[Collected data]

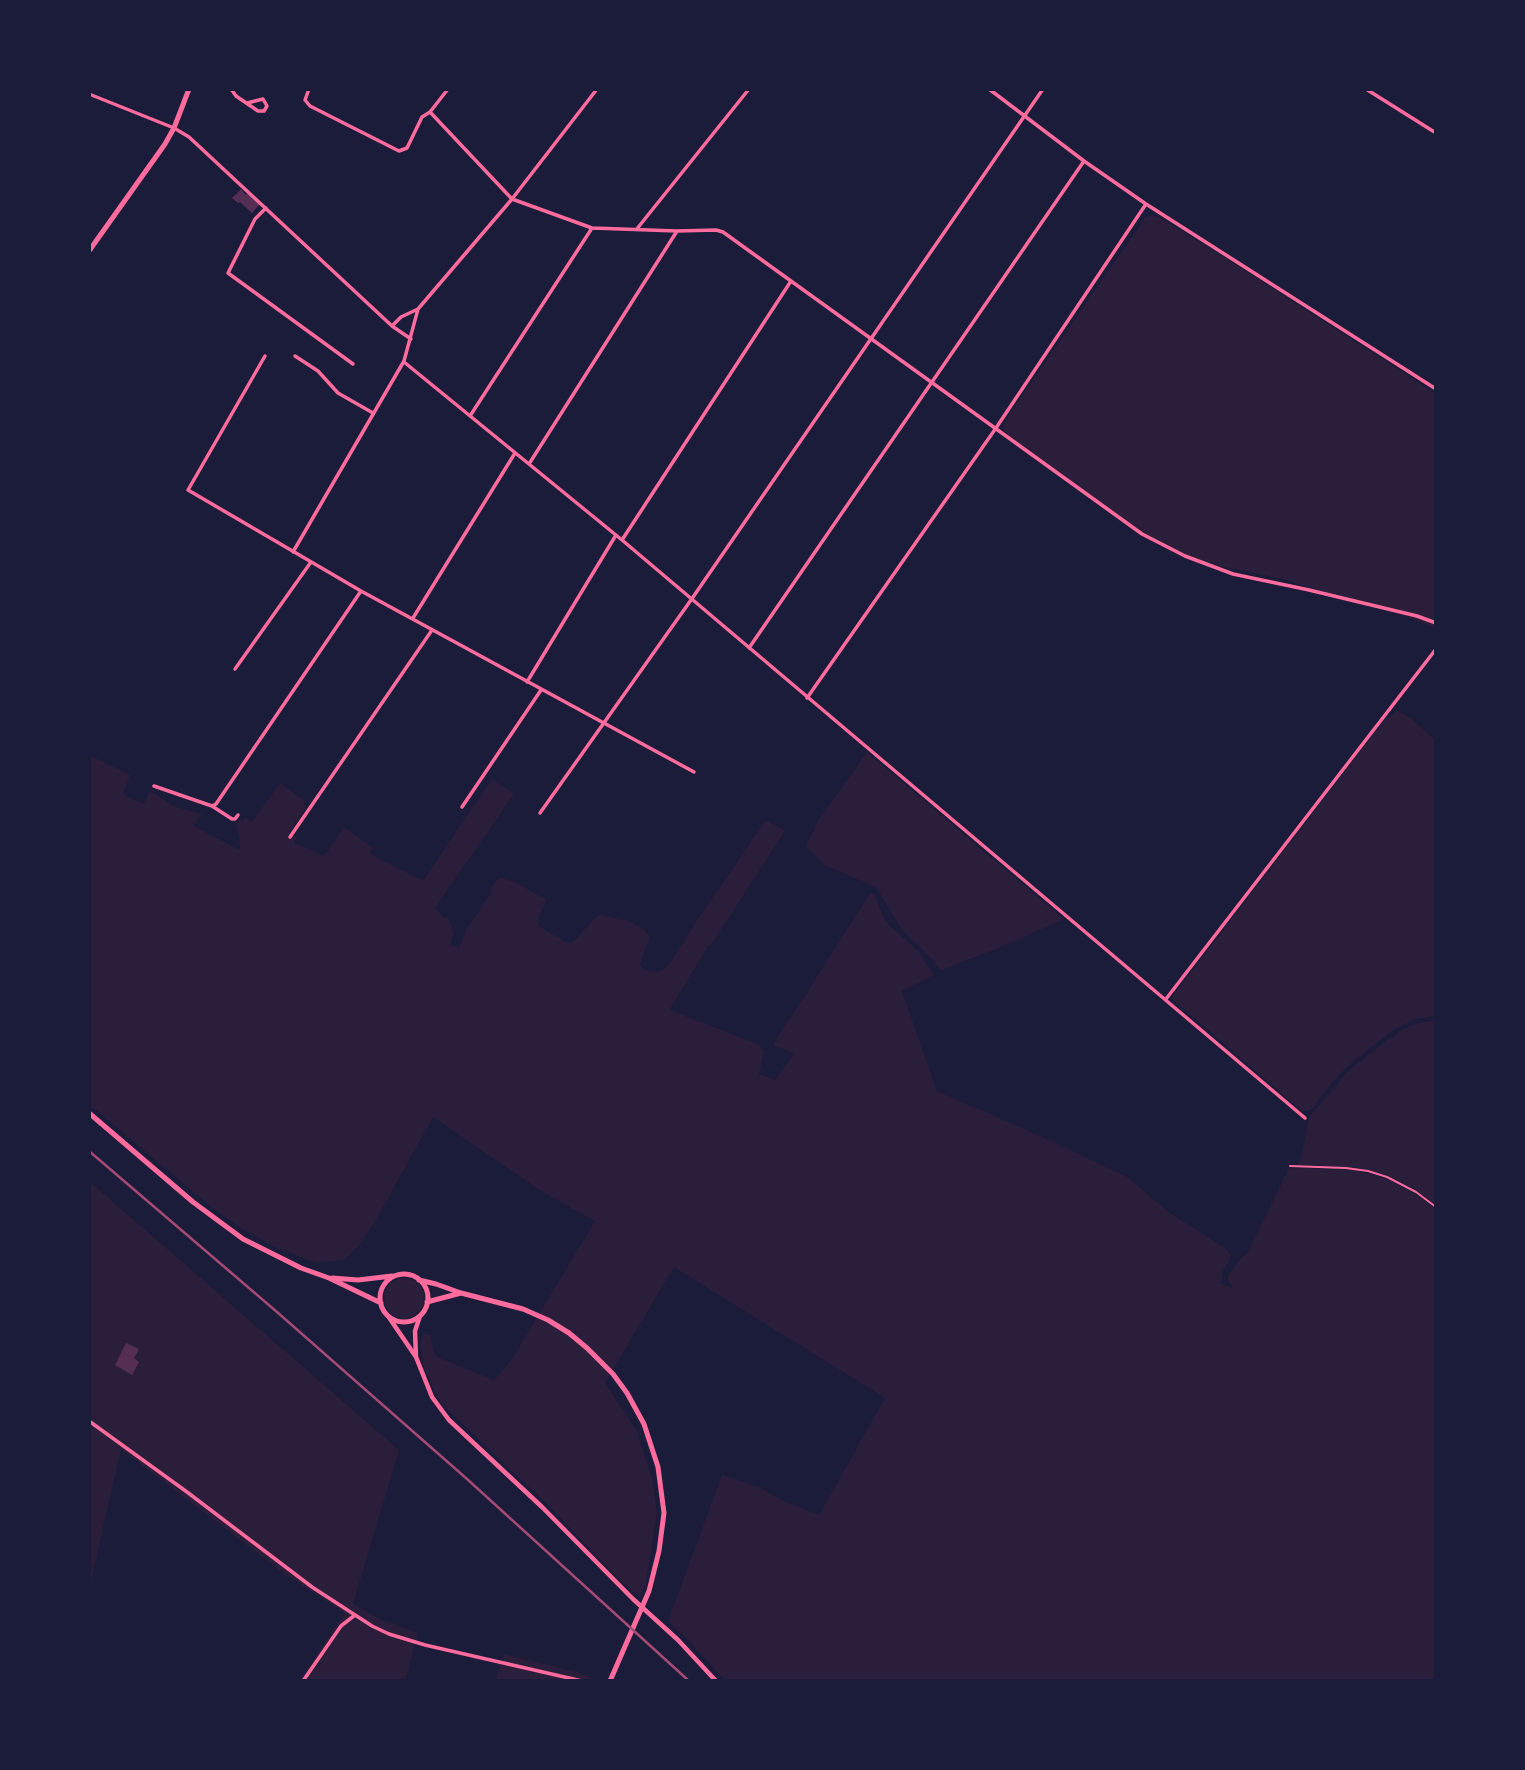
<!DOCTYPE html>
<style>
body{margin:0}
#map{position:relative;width:1525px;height:1770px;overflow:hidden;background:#1b1b3a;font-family:Quicksand,sans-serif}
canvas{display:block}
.frame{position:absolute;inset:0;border:91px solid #1b1b3a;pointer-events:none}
</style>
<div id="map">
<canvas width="1525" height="1770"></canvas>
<div class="frame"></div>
</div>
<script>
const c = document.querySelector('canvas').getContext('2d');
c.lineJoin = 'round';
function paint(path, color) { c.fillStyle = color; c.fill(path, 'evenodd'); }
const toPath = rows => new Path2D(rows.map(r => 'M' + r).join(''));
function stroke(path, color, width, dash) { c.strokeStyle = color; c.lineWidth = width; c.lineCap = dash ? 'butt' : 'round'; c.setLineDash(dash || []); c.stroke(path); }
const green = toPath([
 [1151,215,1159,217,1227,259,1436,394,1436,628,1394,612,1362,604,1283,579,1220,566,1185,555,1136,530,1018,444,1005,432,1003,426,1008,416,1145,218],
 [1395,712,1400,712,1411,718,1436,741,1436,1016,1415,1019,1392,1031,1350,1064,1330,1085,1313,1108,1308,1111,1302,1111,1171,998,1382,723],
 [867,752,1034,894,1064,919,1001,947,942,970,938,967,934,961,902,930,876,887,824,865,806,846,818,821],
 [89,755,130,775,123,794,144,804,149,792,156,794,173,806,202,814,193,826,240,850,240,839,236,826,239,819,243,821,244,817,252,822,280,783,305,801,304,806,306,807,289,832,297,837,294,843,324,856,344,827,373,848,370,854,423,881,492,779,514,794,435,908,443,917,448,918,454,933,450,945,459,948,466,930,491,893,491,889,499,877,517,883,547,900,539,915,538,923,541,927,567,943,572,943,597,916,600,915,626,920,645,930,650,937,640,964,643,969,648,971,657,972,664,969,670,963,695,923,766,820,785,831,711,945,709,945,670,1009,672,1011,760,1045,764,1052,759,1074,775,1080,794,1054,774,1045,776,1039,804,997,867,898,870,894,874,894,886,922,918,951,934,975,902,991,937,1091,1040,1136,1129,1178,1167,1211,1226,1249,1230,1254,1230,1259,1223,1270,1221,1283,1234,1289,1228,1280,1228,1275,1242,1257,1248,1252,1289,1168,1355,1170,1366,1173,1387,1179,1420,1197,1436,1209,1436,1681,725,1681,691,1643,668,1621,722,1475,759,1487,780,1499,819,1515,885,1398,674,1267,605,1383,636,1429,652,1478,657,1513,645,1587,640,1597,620,1581,552,1509,442,1404,435,1393,424,1367,420,1344,423,1334,431,1335,433,1349,437,1357,494,1380,510,1362,595,1221,541,1191,433,1117,377,1218,359,1245,344,1260,316,1263,276,1247,242,1229,210,1206,89,1104],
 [1436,1020,1436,1205,1413,1188,1388,1176,1377,1172,1355,1167,1298,1165,1301,1159,1309,1117,1350,1069,1400,1031,1415,1024],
 [89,1181,399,1450,353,1604,382,1620,418,1633,405,1681,299,1681,345,1613,282,1572,121,1449,89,1590],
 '384 1298a20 20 0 1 1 40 0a20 20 0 1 1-40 0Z',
 [504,1654,578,1672,598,1681,495,1681]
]);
const building = toPath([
 [241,189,246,195,248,192,260,204,252,213,240,202,238,203,232,198],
 [126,1343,139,1349,134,1358,139,1362,132,1375,115,1365]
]);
const path = toPath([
 [1290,1166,1346,1168,1368,1171,1387,1177,1416,1192,1436,1207]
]);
const minor = toPath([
 [231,89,236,96,258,111,264,111,267,106,263,99,247,103],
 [309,89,305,100,310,106,399,151,407,148,422,117,430,112,448,89],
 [989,89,1084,161,1146,204,1436,389],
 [1366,89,1436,133],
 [89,94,174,128,189,137,392,326,411,339],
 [430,112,512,199,592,228,677,231,716,230,723,232,1142,534,1185,556,1233,574,1309,590,1417,616,1436,623],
 [266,208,255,219,228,273,353,364],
 [636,230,749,89],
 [392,326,401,317,418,309,512,199,597,89],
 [265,356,188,490,361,591,694,772],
 [295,356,318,371,338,393,373,413],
 [404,362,622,540,1305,1118],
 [470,416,592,228],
 [529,464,677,231],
 [622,540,791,281],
 [293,552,404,361,418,309],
 [413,618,515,453],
 [749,648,1084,161],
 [235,669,311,562],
 [527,682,616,535],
 [807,698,996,428,1146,204],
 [154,786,212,806,232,819,235,819,238,815],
 [212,806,216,804,361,591],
 [462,807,541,690],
 [540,813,691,600,1043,89],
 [290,837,432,630],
 [1166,999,1436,649],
 [89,1421,187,1492,312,1587,372,1626,389,1634,425,1645,582,1681],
 [303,1681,341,1626,355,1615]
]);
const tertiary = toPath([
 [388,1316,416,1357,432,1397,449,1420,542,1507,633,1599,678,1640,716,1681],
 [416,1357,415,1331,420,1316]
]);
const secondary = toPath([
 [89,251,165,144,174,128,189,89],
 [89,1113,193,1202,243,1239,301,1268,329,1278,381,1303],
 '380 1298a24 24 0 1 1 48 0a24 24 0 1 1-48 0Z',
 [332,1278,358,1280,392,1276],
 [419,1280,436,1284,461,1293,523,1309,548,1320,569,1333,587,1348,613,1374,627,1393,644,1424,658,1467,664,1513,659,1551,649,1591,610,1681],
 [427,1302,461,1293]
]);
const rail = toPath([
 [89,1151,277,1312,467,1479,689,1681]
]);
paint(green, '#2a1e3b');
paint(building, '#542f53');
stroke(path, '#ff6b9d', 2);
stroke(minor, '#ff6b9d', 3.5);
stroke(tertiary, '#ff6b9d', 4.5);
stroke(secondary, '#ff6b9d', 5);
stroke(rail, '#a44b75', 2.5);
</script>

**Goal of the exercise**. For every line above with the word "canvas" in it, make a copy.

**Answer**.
canvas{display:block}
<canvas width="1525" height="1770"></canvas>
const c = document.querySelector('canvas').getContext('2d');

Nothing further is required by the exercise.